++++ Material supplied
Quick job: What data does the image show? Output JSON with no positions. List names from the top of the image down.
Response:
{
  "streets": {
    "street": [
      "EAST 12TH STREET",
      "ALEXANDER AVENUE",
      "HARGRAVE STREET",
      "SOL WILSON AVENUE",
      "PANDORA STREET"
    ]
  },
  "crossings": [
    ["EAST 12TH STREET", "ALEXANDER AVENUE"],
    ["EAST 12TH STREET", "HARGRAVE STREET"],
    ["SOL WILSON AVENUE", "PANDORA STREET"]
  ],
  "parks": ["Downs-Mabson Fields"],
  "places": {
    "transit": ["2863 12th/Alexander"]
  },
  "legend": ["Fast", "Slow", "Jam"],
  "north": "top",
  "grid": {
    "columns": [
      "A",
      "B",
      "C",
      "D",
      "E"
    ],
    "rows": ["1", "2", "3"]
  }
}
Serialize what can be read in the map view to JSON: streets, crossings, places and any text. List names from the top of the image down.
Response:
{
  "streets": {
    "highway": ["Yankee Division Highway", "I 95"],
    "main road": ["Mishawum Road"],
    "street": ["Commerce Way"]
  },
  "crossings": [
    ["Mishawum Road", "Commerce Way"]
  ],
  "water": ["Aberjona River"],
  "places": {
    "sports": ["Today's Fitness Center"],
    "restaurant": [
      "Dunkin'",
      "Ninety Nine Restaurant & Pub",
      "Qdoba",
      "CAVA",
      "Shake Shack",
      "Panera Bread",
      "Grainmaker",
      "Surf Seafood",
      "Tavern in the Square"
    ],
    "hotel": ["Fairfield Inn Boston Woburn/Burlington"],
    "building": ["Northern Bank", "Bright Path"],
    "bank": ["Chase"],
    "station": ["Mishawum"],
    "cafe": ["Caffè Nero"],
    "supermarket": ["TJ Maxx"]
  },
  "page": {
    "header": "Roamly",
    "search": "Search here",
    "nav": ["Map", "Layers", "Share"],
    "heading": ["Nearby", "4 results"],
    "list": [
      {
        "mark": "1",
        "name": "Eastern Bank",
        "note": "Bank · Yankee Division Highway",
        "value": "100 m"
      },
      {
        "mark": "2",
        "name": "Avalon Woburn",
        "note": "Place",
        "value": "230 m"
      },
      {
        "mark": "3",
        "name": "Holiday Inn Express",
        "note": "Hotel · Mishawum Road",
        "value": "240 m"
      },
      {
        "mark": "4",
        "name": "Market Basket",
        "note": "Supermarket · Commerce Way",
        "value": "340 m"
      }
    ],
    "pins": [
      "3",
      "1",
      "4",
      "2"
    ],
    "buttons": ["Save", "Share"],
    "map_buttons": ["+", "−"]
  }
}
++++++++
» **Task brief**
Restate every entry above word for word.

» **Worked solution**
Quick job: What data does the image show? Output JSON with no positions. List names from the top of the image down.
Response:
{
  "streets": {
    "street": [
      "EAST 12TH STREET",
      "ALEXANDER AVENUE",
      "HARGRAVE STREET",
      "SOL WILSON AVENUE",
      "PANDORA STREET"
    ]
  },
  "crossings": [
    ["EAST 12TH STREET", "ALEXANDER AVENUE"],
    ["EAST 12TH STREET", "HARGRAVE STREET"],
    ["SOL WILSON AVENUE", "PANDORA STREET"]
  ],
  "parks": ["Downs-Mabson Fields"],
  "places": {
    "transit": ["2863 12th/Alexander"]
  },
  "legend": ["Fast", "Slow", "Jam"],
  "north": "top",
  "grid": {
    "columns": [
      "A",
      "B",
      "C",
      "D",
      "E"
    ],
    "rows": ["1", "2", "3"]
  }
}
Serialize what can be read in the map view to JSON: streets, crossings, places and any text. List names from the top of the image down.
Response:
{
  "streets": {
    "highway": ["Yankee Division Highway", "I 95"],
    "main road": ["Mishawum Road"],
    "street": ["Commerce Way"]
  },
  "crossings": [
    ["Mishawum Road", "Commerce Way"]
  ],
  "water": ["Aberjona River"],
  "places": {
    "sports": ["Today's Fitness Center"],
    "restaurant": [
      "Dunkin'",
      "Ninety Nine Restaurant & Pub",
      "Qdoba",
      "CAVA",
      "Shake Shack",
      "Panera Bread",
      "Grainmaker",
      "Surf Seafood",
      "Tavern in the Square"
    ],
    "hotel": ["Fairfield Inn Boston Woburn/Burlington"],
    "building": ["Northern Bank", "Bright Path"],
    "bank": ["Chase"],
    "station": ["Mishawum"],
    "cafe": ["Caffè Nero"],
    "supermarket": ["TJ Maxx"]
  },
  "page": {
    "header": "Roamly",
    "search": "Search here",
    "nav": ["Map", "Layers", "Share"],
    "heading": ["Nearby", "4 results"],
    "list": [
      {
        "mark": "1",
        "name": "Eastern Bank",
        "note": "Bank · Yankee Division Highway",
        "value": "100 m"
      },
      {
        "mark": "2",
        "name": "Avalon Woburn",
        "note": "Place",
        "value": "230 m"
      },
      {
        "mark": "3",
        "name": "Holiday Inn Express",
        "note": "Hotel · Mishawum Road",
        "value": "240 m"
      },
      {
        "mark": "4",
        "name": "Market Basket",
        "note": "Supermarket · Commerce Way",
        "value": "340 m"
      }
    ],
    "pins": [
      "3",
      "1",
      "4",
      "2"
    ],
    "buttons": ["Save", "Share"],
    "map_buttons": ["+", "−"]
  }
}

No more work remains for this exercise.